I scoot away and try to stop the explosion of betrayal boiling inside of me. “Do you know anything about what’s happening? Do you know he’s basically blown me off with a few texts and two-minute phone calls? I call and it goes to voicemail, then I’ll get a text hours later saying he’s busy. But in those few precious minutes I do get to talk to him, I find out he has plans with Sasha. If he’s not at work, it seems like he’s with her. Our entire relationship has deteriorated to minutes of conversation that revolve around a woman I hate.”

“He’s not blowing you off.”

“Nicky! If you stick up for him one more time, I’ll kick your ass!”

He searches my face for a minute and starts to laugh—loud, roaring laughter that makes me want to leap across the couch and tackle him.

“Stop laughing at me!”

“I can’t help it! You’re hilarious.”

“I am not. I am pissed!”

“GOOD! It’s time you get pissed! This martyr act has been exhausting to watch! Jesus, for months we’ve watched you fall into this little world and hated every second of it. Get pissed! It’s time!”

“What the hell do you mean?”

“I mean, our Bizzy is a spitfire! That woman I found in the bed minutes ago is not you! That’s a woman admitting to defeat, sinking into a pit of depression without researching the facts. You ASSUME he’s always with Sasha, but he’s doing shit out of obligation to his son.”

“Thank fucking God you finally arrived!” Claire comes in, slamming the door behind her. “It’s about time!”

“I got here as soon as possible.” He gets up to greet her.

“What’s going on here?”

“In the last few weeks, I’ve done everything in the best friend’s handbook to get you out of your funk. I knew it was out of my control when you volunteered to work on Christmas. That’s your very favorite holiday. You LOVE being at home on Christmas. So I called in reinforcements.” She jerks her head at Nicky.

“You’re a bitch.”

“Harsh, considering you have color in your cheeks for the first time in forever.”

“She may have color in her cheeks, but when’s the last time she ate? Or showered?” Nicky talks over me to Claire.

“She rarely eats, but I think she may have showered yesterday morning before her shift.”

“Could have fooled me. Her room stinks. When’s the cleaning service coming back?”

“In two days, but that’s not why her room stinks.”

“Hello!” I wave my hands wildly in the air. “I’m right here. Stop talking about me like I’m invisible.”

“Why does your room stink?” Nicky crosses his arms and gives me a pointed look.

“Um… maybe I should wash my sheets.” I slide off the sofa and make a dash for my room.

Stupid of me to think I could outrun an NFL athlete. My feet are yanked out from under me, and I fly sideways as Nicky lifts me and I dangle at his side.

“What the ever-loving fuck are those?”

I close my eyes and swallow down the mortification. I know exactly what he’s referring to. This is really going to be embarrassing. “Um…an experiment?”

“Bizzy, don’t make me ask again.”

“Fine! They’re all the flowers Shaw sent me on my birthday,” I huff out and cover my flaming face.

“They’re all dead… and shit is growing on the vases.”

“Isn’t it fucking disgusting? They died the first week. You’d think a nurse would have more hygiene,” Claire tells him.

“Claire! You have easily made it to my shit-list today. Stop antagonizing me!
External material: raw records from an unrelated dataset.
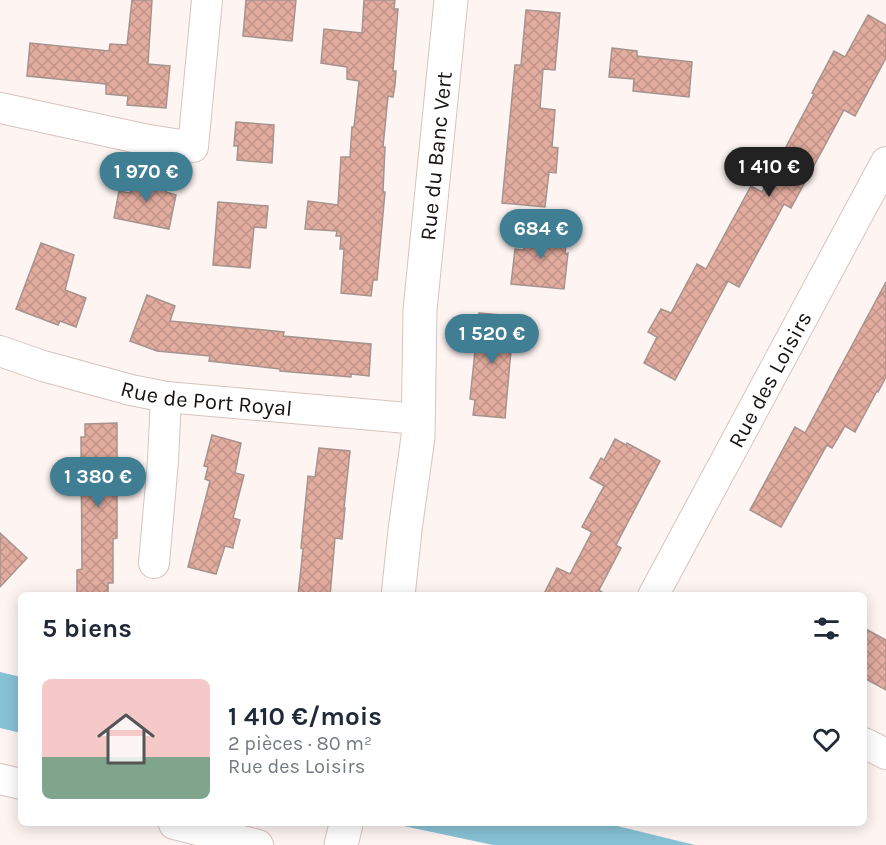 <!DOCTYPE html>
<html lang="fr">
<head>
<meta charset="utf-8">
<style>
  :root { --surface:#fff; --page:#f2f2f3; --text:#1f2937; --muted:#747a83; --accent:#3f7e93 }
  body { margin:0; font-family:Karla,sans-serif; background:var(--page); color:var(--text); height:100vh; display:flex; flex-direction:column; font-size:22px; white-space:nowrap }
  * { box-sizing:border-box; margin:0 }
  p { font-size:20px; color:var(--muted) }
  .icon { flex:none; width:33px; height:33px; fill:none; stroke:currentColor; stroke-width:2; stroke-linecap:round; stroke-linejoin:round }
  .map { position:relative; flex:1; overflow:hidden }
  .sheet { position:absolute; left:18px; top:592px; width:849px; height:234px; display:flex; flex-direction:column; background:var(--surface); border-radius:9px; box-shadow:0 3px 15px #0003 }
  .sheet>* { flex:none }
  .price { position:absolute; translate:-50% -51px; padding:0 14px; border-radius:21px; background:var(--accent); color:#fff; font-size:20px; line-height:39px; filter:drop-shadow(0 2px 3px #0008) }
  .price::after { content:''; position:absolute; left:50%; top:36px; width:18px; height:14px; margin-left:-9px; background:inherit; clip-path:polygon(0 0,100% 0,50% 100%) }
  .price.current { background:#222; color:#fff }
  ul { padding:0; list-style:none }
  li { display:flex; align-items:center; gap:18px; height:150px; padding:0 24px }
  li span { display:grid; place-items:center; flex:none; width:168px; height:120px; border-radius:9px; color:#555 }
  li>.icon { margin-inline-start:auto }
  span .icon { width:72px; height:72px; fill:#fffc; stroke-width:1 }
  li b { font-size:26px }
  h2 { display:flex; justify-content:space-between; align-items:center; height:72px; padding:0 24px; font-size:26px }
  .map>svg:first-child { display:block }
  .water { fill:#88c2d6 }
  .building { fill:url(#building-cross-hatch); stroke:#a7938e; stroke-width:1.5 }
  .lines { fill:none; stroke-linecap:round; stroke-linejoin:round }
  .minor-casing { stroke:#d8c3be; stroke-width:32 }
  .tertiary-casing { stroke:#d8c3be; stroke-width:35 }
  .minor { stroke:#fff; stroke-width:30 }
  .tertiary { stroke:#fff; stroke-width:33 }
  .labels { text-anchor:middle; stroke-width:4.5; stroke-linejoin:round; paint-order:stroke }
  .street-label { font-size:22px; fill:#191210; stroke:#fff }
</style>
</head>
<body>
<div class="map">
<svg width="886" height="845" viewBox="0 0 886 845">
  <defs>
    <pattern id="building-cross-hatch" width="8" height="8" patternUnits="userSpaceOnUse" patternTransform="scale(1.5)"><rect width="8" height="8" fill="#e2ac9f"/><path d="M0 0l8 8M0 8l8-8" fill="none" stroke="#c19388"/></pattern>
  </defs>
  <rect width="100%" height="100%" fill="#fef5f3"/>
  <g class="water">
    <path d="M0,672L21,677V733L0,728Z"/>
    <path d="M394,824H609L695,845H493Z"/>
  </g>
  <g class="building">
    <path d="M132,0H152L148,64L170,66L166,108L127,105L128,96L106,94V84L27,76L30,43L109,51L110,44L127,45Z"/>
    <path d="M246,0H296L292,41L243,36Z"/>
    <path d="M364,0H395L394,9H398L393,71H396L395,85L393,97L388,96L383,147H385L383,192H385L377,280H373L371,296L341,293L344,249H340L341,236H336L337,231L305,229L308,201L338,205L341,157H350L352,127H354L359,81L347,79V67L321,63L324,29L362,33Z"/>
    <path d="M526,10L560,13L555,70L543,69L540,108L555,110L552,147L558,148L556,173L549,172L545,207L502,203L515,65H521Z"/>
    <path d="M868,15L886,25V58L855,116L844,110L791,208L784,204L739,287L728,281L675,380L644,363L657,337L648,332L661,309L671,313L697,264L706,269L751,186L762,192L814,94L812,93L834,51L845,57Z"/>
    <path d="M612,48L637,51V56L692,62L689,97L633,91L634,79L609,77Z"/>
    <path d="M236,122L274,125L272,163L237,160L238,146H234Z"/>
    <path d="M134,176L168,182L166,192L176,195L169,229L114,218L119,191L130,193Z"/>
    <path d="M218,202L268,206L266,228L254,227L250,268L213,265Z"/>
    <path d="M526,227L563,230V241H566L565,254L568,253L564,289L511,284L515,249L524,250Z"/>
    <path d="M41,243L74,255L65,290L86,298L76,327L60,321L58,325L16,309Z"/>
    <path d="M886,282V377L878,392L877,391L855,432L845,426L832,448L827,445L781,527L750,510L795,427L805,433Z"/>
    <path d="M147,295L175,306L170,321L284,332L283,336L371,344L369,376L351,374V377L280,371V369L209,361L210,356L157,351L130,341Z"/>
    <path d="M479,313L514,316L505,418L473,415L475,400L470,399Z"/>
    <path d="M117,423V538L113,539V583H108V596H77V570L82,569L81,437H85V424Z"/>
    <path d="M212,435L241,443L235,473L244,475L233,518L240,520L233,546V548L225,546L216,574L188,567L210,481L205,479L208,467L204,466Z"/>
    <path d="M615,439L626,445L627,443L660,461L616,545L621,548L599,590L608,596H543L557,568L570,574L592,532L582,527L604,486L590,478L601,458L604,460Z"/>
    <path d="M319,448L350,451L344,508H345L342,539L335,538L330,596H298L303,549L301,548L308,476L315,477Z"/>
    <path d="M0,533L27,558L0,587Z"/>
    <path d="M864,628L886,640V690L864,678Z"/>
  </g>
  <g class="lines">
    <g class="minor-casing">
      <g id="minor">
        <path d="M0,108L143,139L193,147L207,0"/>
        <path id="s1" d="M0,351L43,366L131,390L166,397L419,419"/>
        <path d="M154,563L163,461L166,397"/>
        <path id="s2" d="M653,596L886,162"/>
        <path d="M864,743L886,754"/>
        <path d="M0,779L21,784"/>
        <path d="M174,824L258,845"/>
      </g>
    </g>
    <g class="tertiary-casing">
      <g id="tertiary">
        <path id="s3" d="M398,596L405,530L418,437L420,310L451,0"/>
        <path d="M341,845L346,824"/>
      </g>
    </g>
    <use href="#minor" class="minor"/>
    <use href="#tertiary" class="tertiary"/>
  </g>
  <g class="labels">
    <g class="street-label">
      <text dy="8" stroke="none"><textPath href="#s3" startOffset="442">Rue du Banc Vert</textPath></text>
      <text dy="8" stroke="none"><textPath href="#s2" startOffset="246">Rue des Loisirs</textPath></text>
      <text dy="8" stroke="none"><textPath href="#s1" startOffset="213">Rue de Port Royal</textPath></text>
    </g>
  </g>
</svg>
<b class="price current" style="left:769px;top:198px">1 410 €</b>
<b class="price" style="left:146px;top:203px">1 970 €</b>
<b class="price" style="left:541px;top:260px">684 €</b>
<b class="price" style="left:492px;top:365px">1 520 €</b>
<b class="price" style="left:98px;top:508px">1 380 €</b>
<section class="sheet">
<h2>5 biens<svg class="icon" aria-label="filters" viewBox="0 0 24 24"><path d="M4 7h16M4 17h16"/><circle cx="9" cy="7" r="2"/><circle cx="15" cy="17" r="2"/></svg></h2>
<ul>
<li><span style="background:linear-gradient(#f6c9c9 65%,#7fa58c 0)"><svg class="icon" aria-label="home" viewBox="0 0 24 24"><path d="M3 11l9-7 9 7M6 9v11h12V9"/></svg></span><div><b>1 410 €/mois</b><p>2 pièces · 80 m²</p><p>Rue des Loisirs</p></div><svg class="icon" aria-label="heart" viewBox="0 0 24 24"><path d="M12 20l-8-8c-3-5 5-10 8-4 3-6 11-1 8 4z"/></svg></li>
</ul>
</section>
</div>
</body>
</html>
I’ll get you back for this.”

“Bring it on.”

I twist, trying to get my feet on the ground, but Nicky hauls me up his side and spins. Then he stops and spins the other way.

“This is over as of now. Bizzy, you get your ass in the shower. Get ready. I’m taking you both to eat. While you’re cleaning up, I’m going to get rid of them, and we’re going to air out your room.”

I open my mouth to argue, but I can’t because when he sets me down, I get a head rush. He shoves me toward my bathroom, and I go willingly. When I close the door, I hear him telling Claire to help and her refusing, saying the smell of rotten flowers makes her sick.

He mumbles something, and she laughs, but then she gags loudly, and I can’t help but giggle.

She deserves it. Traitor.

I step under the hot shower spray and think about everything Nicky said to me. Obviously, he knows something about Shaw’s situation he’s not telling me. But that’s not what sticks; it’s his description of me. It bothers me because I’m not this girl. Sure, I’m sad, and my heart is broken, but it’s beyond time to end this pity party.